# Profile and benchmark

`rustmatrix` is mostly-Rust under the hood but called from Python.
The speedup vs `pytmatrix` (~6× orientation averaging, ~10× PSD
tabulation, ~430× `orient_averaged_adaptive`) depends on which
call you make. This page tells you where the Rust kernels apply,
where you're paying Python tax, and how to measure.

## Where Rust runs

| Operation | Rust? |
|---|---|
| `Scatterer(...)` construction | Python (cheap) |
| `scatterer.set_geometry(...)` | Python dispatch + **Rust** rotation |
| `scatter.amplitude_matrix`, single geometry | **Rust** T-matrix build + rotation |
| `orientation.orient_averaged_fixed` | **Rust**, GIL released, parallel |
| `orientation.orient_averaged_adaptive` | **Rust**, GIL released, parallel — this is where you see 100× speedups |
| `psd.PSDIntegrator.init_scatter_table` | **Rust**, parallel across diameters |
| PSD integration against the cached table | NumPy on the Python side (cheap) |
| `radar.refl`, `Zdr`, `Kdp`, …  | NumPy / Python (cheap; inputs are the pre-integrated bulks) |
| `spectra.SpectralIntegrator.compute` | Python loop over velocity bins + NumPy; the T-matrix work is already done |

Rule of thumb: **anything that evaluates the T-matrix at many
diameters × orientations** lives in Rust and parallelises across
cores. Everything downstream (polarimetric algebra, PSD weighting,
spectral assembly) is NumPy-speed.

## Quick benchmarks

The `benches/` directory ships a pytmatrix head-to-head:

```bash
uv pip install pytmatrix
python benches/bench_vs_pytmatrix.py
```

That script runs each of the hot operations against the same problem
on both backends and prints wall-time ratios. Don't benchmark on a
cold import — the first T-matrix call pays a one-time JIT-like cost
for the pyo3 bindings.

## Profiling your own code

The usual Python profilers work, but they can't descend into the
Rust side. What they *can* do is tell you whether you're spending
time in the Rust kernel or in your own glue:

```bash
python -m cProfile -s cumulative my_script.py | head -30
```

If the hot function is `rustmatrix._core.calctmat` or
`init_scatter_table`, you're in Rust — any further speedup needs
fewer calls, not faster ones.
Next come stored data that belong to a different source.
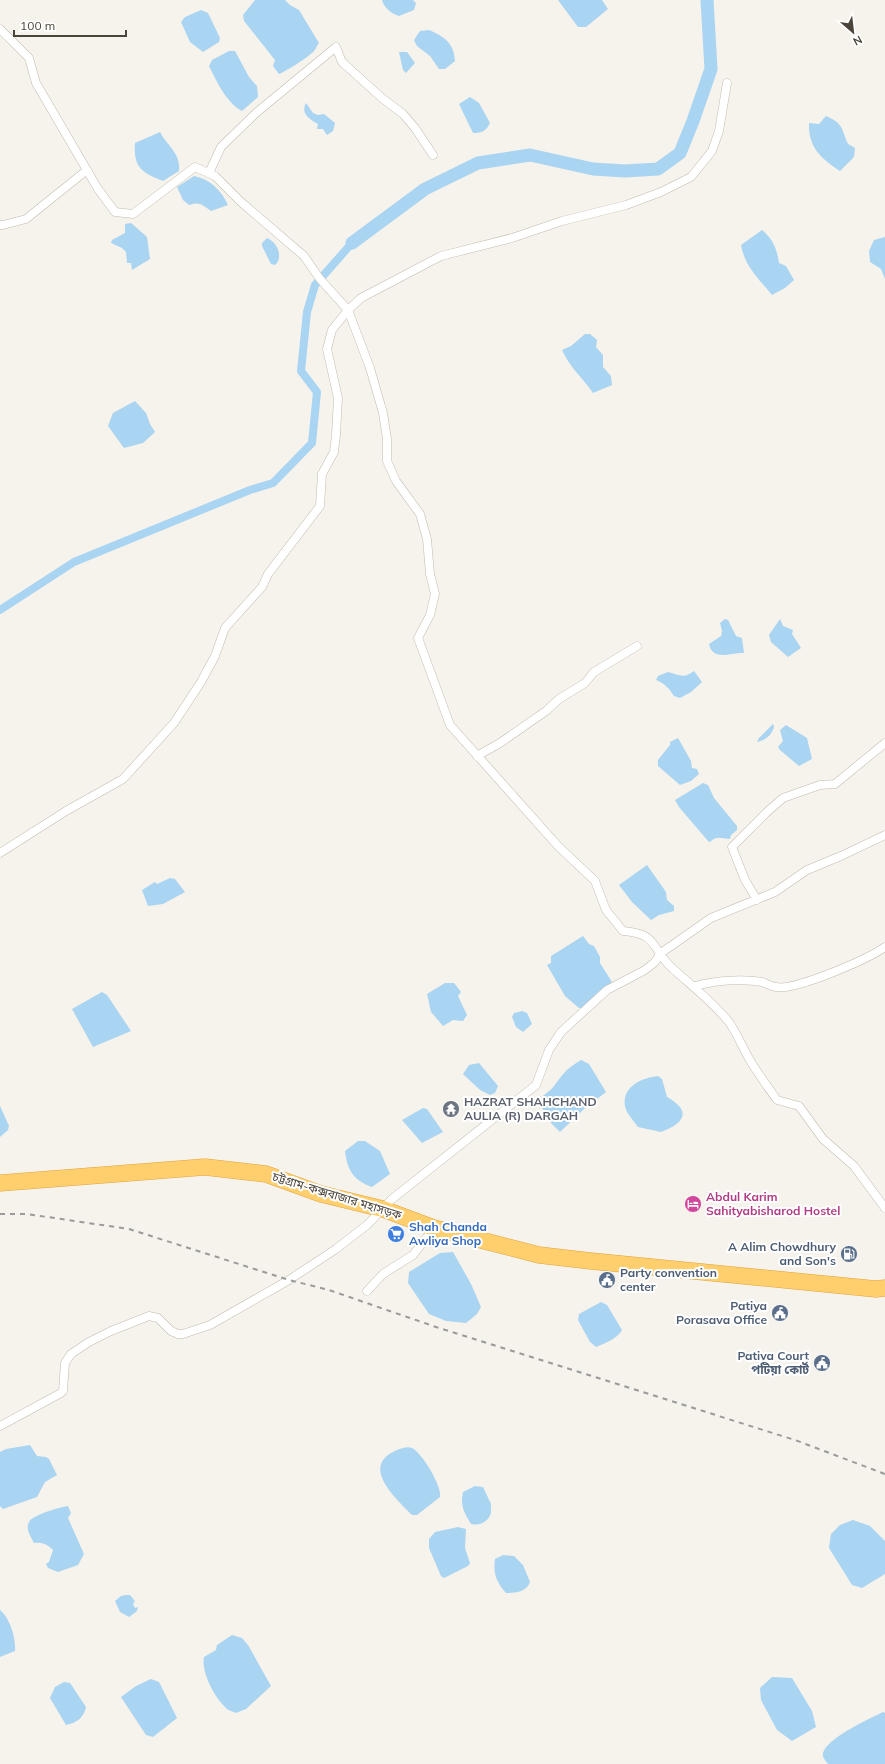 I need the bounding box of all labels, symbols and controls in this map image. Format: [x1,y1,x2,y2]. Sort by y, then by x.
scale bar [14,12,126,38]
north arrow [833,12,873,52]
text: 100 m [20,18,55,33]
text: N [851,33,865,49]
place label: HAZRAT SHAHCHAND AULIA (R) DARGAH [464,1094,597,1123]
temple icon: HAZRAT SHAHCHAND AULIA (R) DARGAH [441,1099,461,1119]
street label: চট্টগ্রাম-কক্সবাজার মহাসড়ক [270,1168,404,1222]
place label: Abdul Karim Sahityabisharod Hostel [706,1189,840,1218]
hotel icon: Abdul Karim Sahityabisharod Hostel [683,1194,703,1214]
place label: Shah Chanda Awliya Shop [409,1219,487,1248]
supermarket icon: Shah Chanda Awliya Shop [386,1224,406,1244]
place label: A Alim Chowdhury and Son's [728,1239,836,1268]
fuel station icon: A Alim Chowdhury and Son's [839,1244,859,1264]
place label: Party convention center [620,1265,717,1294]
public building icon: Party convention center [597,1270,617,1290]
place label: Patiya Porasava Office [676,1298,767,1327]
public building icon: Patiya Porasava Office [770,1303,790,1323]
place label: Patiya Court পটিয়া কোর্ট [737,1348,809,1377]
public building icon: Patiya Court পটিয়া কোর্ট [812,1353,832,1373]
If the hot function is somewhere in
`spectra.py` or in your own code, you have Python-side work to cut.

## Common speed traps

* **Rebuilding the scatter table per PSD.** `init_scatter_table`
  is expensive; `s.psd = new_psd; integrate` is nearly free.
  Build the table once per (shape, refractive-index, wavelength)
  tuple and swap PSDs against it.
* **Calling `set_geometry` on every drop.** Geometry switches are
  cheap (no T-matrix re-compute) but still Python-side; call once
  per back / forward sweep, not in an inner loop.
* **`num_points` too large.** 64 quadrature diameters is almost
  always enough; 256 rarely changes the answer past the third
  digit and quadruples the Rust cost.
* **Single-geometry calls in a loop instead of one vectorised
  PSD integration.** If you're iterating over raindrop diameters
  in Python and calling `Scatterer` per drop, stop — build a
  `PSDIntegrator` and let the Rust kernel batch.

## When to reach for `cargo bench`

The Rust crate has its own microbenchmarks (`cargo bench`). You
want them when:

* you're modifying the Rust kernels themselves;
* you want to isolate Rust-only cost from Python overhead;
* you care about per-diameter T-matrix timings, not end-to-end
  polarimetrics.

For application-level work ("does my spectrum run fast enough?"),
the Python benchmarks in `benches/` are the right altitude.